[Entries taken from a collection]
= Beginning of Section =
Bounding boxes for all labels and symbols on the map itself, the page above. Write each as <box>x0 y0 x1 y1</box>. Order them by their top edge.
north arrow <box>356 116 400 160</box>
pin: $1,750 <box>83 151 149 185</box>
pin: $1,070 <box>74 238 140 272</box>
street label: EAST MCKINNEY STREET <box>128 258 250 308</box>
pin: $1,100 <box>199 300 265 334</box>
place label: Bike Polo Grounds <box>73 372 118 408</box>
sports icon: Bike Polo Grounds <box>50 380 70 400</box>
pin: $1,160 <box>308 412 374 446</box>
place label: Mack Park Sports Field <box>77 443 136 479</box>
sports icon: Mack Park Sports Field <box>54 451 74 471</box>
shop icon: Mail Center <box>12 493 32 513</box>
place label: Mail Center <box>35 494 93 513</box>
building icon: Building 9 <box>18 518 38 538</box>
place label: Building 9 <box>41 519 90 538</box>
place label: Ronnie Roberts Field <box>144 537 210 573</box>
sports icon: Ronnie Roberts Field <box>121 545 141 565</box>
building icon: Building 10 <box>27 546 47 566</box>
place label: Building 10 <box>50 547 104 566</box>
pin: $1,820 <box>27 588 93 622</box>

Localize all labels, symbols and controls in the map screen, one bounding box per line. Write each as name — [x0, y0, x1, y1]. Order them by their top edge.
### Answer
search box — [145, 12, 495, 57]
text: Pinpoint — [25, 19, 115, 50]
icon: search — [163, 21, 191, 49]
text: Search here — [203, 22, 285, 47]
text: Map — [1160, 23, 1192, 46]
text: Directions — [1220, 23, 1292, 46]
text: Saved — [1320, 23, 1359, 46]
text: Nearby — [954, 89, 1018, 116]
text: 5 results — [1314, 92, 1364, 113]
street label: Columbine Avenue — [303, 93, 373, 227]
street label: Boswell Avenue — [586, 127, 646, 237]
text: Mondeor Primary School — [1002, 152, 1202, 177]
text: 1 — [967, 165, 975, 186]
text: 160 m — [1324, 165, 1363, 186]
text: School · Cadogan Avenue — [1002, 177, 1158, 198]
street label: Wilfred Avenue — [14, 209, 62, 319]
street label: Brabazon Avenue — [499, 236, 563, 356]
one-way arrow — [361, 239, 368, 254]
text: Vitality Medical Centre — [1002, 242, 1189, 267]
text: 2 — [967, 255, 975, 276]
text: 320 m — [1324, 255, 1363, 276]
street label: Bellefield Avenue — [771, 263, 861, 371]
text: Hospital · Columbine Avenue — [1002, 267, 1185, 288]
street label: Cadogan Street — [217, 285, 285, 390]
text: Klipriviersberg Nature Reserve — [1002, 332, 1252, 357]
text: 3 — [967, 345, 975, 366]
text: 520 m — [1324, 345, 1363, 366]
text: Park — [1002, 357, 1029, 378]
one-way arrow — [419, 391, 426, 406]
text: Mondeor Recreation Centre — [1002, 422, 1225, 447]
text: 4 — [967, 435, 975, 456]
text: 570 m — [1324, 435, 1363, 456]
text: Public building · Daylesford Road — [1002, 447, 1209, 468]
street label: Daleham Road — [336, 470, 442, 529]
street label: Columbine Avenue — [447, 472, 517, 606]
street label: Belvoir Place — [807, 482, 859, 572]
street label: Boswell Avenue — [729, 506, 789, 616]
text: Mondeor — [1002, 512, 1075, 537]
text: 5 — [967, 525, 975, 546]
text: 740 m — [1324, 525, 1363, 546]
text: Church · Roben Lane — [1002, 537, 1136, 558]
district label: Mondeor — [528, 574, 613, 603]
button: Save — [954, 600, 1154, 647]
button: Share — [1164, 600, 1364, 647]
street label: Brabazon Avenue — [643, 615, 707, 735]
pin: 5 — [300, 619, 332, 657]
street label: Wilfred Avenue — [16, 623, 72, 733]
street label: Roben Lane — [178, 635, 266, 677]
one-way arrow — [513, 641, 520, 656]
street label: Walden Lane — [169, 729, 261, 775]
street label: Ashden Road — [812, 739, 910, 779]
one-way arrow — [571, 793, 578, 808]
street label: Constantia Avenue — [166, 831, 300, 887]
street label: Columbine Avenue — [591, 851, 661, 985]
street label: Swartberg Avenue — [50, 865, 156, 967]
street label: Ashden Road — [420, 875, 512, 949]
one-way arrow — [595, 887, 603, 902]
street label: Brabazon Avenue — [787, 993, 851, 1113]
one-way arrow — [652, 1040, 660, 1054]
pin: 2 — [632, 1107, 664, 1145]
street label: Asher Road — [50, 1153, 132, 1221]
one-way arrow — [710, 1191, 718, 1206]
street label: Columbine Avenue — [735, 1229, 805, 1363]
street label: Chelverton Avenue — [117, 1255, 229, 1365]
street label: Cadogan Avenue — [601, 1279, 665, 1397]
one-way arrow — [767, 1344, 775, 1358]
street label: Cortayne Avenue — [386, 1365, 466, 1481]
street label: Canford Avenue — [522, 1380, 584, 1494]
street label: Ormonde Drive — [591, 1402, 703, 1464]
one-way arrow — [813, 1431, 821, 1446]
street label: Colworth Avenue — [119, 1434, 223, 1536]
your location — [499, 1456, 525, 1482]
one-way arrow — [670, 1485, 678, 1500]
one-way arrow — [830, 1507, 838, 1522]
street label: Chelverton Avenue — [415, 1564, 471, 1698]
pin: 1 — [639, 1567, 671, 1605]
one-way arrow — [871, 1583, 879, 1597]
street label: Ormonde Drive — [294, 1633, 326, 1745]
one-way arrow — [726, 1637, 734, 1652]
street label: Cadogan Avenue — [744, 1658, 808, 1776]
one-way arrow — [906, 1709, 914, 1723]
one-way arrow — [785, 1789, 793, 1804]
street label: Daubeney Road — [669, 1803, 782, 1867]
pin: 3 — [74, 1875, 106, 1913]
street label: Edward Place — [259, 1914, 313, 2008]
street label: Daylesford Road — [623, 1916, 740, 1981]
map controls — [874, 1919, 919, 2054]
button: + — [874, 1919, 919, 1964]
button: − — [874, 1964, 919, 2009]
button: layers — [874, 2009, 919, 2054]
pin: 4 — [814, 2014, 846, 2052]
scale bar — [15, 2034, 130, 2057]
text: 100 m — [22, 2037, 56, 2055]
= End of Section =
#### Directions for this task:
Output the data in full, precisely as it appears above.

#### Expected answer:
Bounding boxes for all labels and symbols on the map itself, the page above. Write each as <box>x0 y0 x1 y1</box>. Order them by their top edge.
north arrow <box>356 116 400 160</box>
pin: $1,750 <box>83 151 149 185</box>
pin: $1,070 <box>74 238 140 272</box>
street label: EAST MCKINNEY STREET <box>128 258 250 308</box>
pin: $1,100 <box>199 300 265 334</box>
place label: Bike Polo Grounds <box>73 372 118 408</box>
sports icon: Bike Polo Grounds <box>50 380 70 400</box>
pin: $1,160 <box>308 412 374 446</box>
place label: Mack Park Sports Field <box>77 443 136 479</box>
sports icon: Mack Park Sports Field <box>54 451 74 471</box>
shop icon: Mail Center <box>12 493 32 513</box>
place label: Mail Center <box>35 494 93 513</box>
building icon: Building 9 <box>18 518 38 538</box>
place label: Building 9 <box>41 519 90 538</box>
place label: Ronnie Roberts Field <box>144 537 210 573</box>
sports icon: Ronnie Roberts Field <box>121 545 141 565</box>
building icon: Building 10 <box>27 546 47 566</box>
place label: Building 10 <box>50 547 104 566</box>
pin: $1,820 <box>27 588 93 622</box>

Localize all labels, symbols and controls in the map screen, one bounding box per line. Write each as name — [x0, y0, x1, y1]. Order them by their top edge.
### Answer
search box — [145, 12, 495, 57]
text: Pinpoint — [25, 19, 115, 50]
icon: search — [163, 21, 191, 49]
text: Search here — [203, 22, 285, 47]
text: Map — [1160, 23, 1192, 46]
text: Directions — [1220, 23, 1292, 46]
text: Saved — [1320, 23, 1359, 46]
text: Nearby — [954, 89, 1018, 116]
text: 5 results — [1314, 92, 1364, 113]
street label: Columbine Avenue — [303, 93, 373, 227]
street label: Boswell Avenue — [586, 127, 646, 237]
text: Mondeor Primary School — [1002, 152, 1202, 177]
text: 1 — [967, 165, 975, 186]
text: 160 m — [1324, 165, 1363, 186]
text: School · Cadogan Avenue — [1002, 177, 1158, 198]
street label: Wilfred Avenue — [14, 209, 62, 319]
street label: Brabazon Avenue — [499, 236, 563, 356]
one-way arrow — [361, 239, 368, 254]
text: Vitality Medical Centre — [1002, 242, 1189, 267]
text: 2 — [967, 255, 975, 276]
text: 320 m — [1324, 255, 1363, 276]
street label: Bellefield Avenue — [771, 263, 861, 371]
text: Hospital · Columbine Avenue — [1002, 267, 1185, 288]
street label: Cadogan Street — [217, 285, 285, 390]
text: Klipriviersberg Nature Reserve — [1002, 332, 1252, 357]
text: 3 — [967, 345, 975, 366]
text: 520 m — [1324, 345, 1363, 366]
text: Park — [1002, 357, 1029, 378]
one-way arrow — [419, 391, 426, 406]
text: Mondeor Recreation Centre — [1002, 422, 1225, 447]
text: 4 — [967, 435, 975, 456]
text: 570 m — [1324, 435, 1363, 456]
text: Public building · Daylesford Road — [1002, 447, 1209, 468]
street label: Daleham Road — [336, 470, 442, 529]
street label: Columbine Avenue — [447, 472, 517, 606]
street label: Belvoir Place — [807, 482, 859, 572]
street label: Boswell Avenue — [729, 506, 789, 616]
text: Mondeor — [1002, 512, 1075, 537]
text: 5 — [967, 525, 975, 546]
text: 740 m — [1324, 525, 1363, 546]
text: Church · Roben Lane — [1002, 537, 1136, 558]
district label: Mondeor — [528, 574, 613, 603]
button: Save — [954, 600, 1154, 647]
button: Share — [1164, 600, 1364, 647]
street label: Brabazon Avenue — [643, 615, 707, 735]
pin: 5 — [300, 619, 332, 657]
street label: Wilfred Avenue — [16, 623, 72, 733]
street label: Roben Lane — [178, 635, 266, 677]
one-way arrow — [513, 641, 520, 656]
street label: Walden Lane — [169, 729, 261, 775]
street label: Ashden Road — [812, 739, 910, 779]
one-way arrow — [571, 793, 578, 808]
street label: Constantia Avenue — [166, 831, 300, 887]
street label: Columbine Avenue — [591, 851, 661, 985]
street label: Swartberg Avenue — [50, 865, 156, 967]
street label: Ashden Road — [420, 875, 512, 949]
one-way arrow — [595, 887, 603, 902]
street label: Brabazon Avenue — [787, 993, 851, 1113]
one-way arrow — [652, 1040, 660, 1054]
pin: 2 — [632, 1107, 664, 1145]
street label: Asher Road — [50, 1153, 132, 1221]
one-way arrow — [710, 1191, 718, 1206]
street label: Columbine Avenue — [735, 1229, 805, 1363]
street label: Chelverton Avenue — [117, 1255, 229, 1365]
street label: Cadogan Avenue — [601, 1279, 665, 1397]
one-way arrow — [767, 1344, 775, 1358]
street label: Cortayne Avenue — [386, 1365, 466, 1481]
street label: Canford Avenue — [522, 1380, 584, 1494]
street label: Ormonde Drive — [591, 1402, 703, 1464]
one-way arrow — [813, 1431, 821, 1446]
street label: Colworth Avenue — [119, 1434, 223, 1536]
your location — [499, 1456, 525, 1482]
one-way arrow — [670, 1485, 678, 1500]
one-way arrow — [830, 1507, 838, 1522]
street label: Chelverton Avenue — [415, 1564, 471, 1698]
pin: 1 — [639, 1567, 671, 1605]
one-way arrow — [871, 1583, 879, 1597]
street label: Ormonde Drive — [294, 1633, 326, 1745]
one-way arrow — [726, 1637, 734, 1652]
street label: Cadogan Avenue — [744, 1658, 808, 1776]
one-way arrow — [906, 1709, 914, 1723]
one-way arrow — [785, 1789, 793, 1804]
street label: Daubeney Road — [669, 1803, 782, 1867]
pin: 3 — [74, 1875, 106, 1913]
street label: Edward Place — [259, 1914, 313, 2008]
street label: Daylesford Road — [623, 1916, 740, 1981]
map controls — [874, 1919, 919, 2054]
button: + — [874, 1919, 919, 1964]
button: − — [874, 1964, 919, 2009]
button: layers — [874, 2009, 919, 2054]
pin: 4 — [814, 2014, 846, 2052]
scale bar — [15, 2034, 130, 2057]
text: 100 m — [22, 2037, 56, 2055]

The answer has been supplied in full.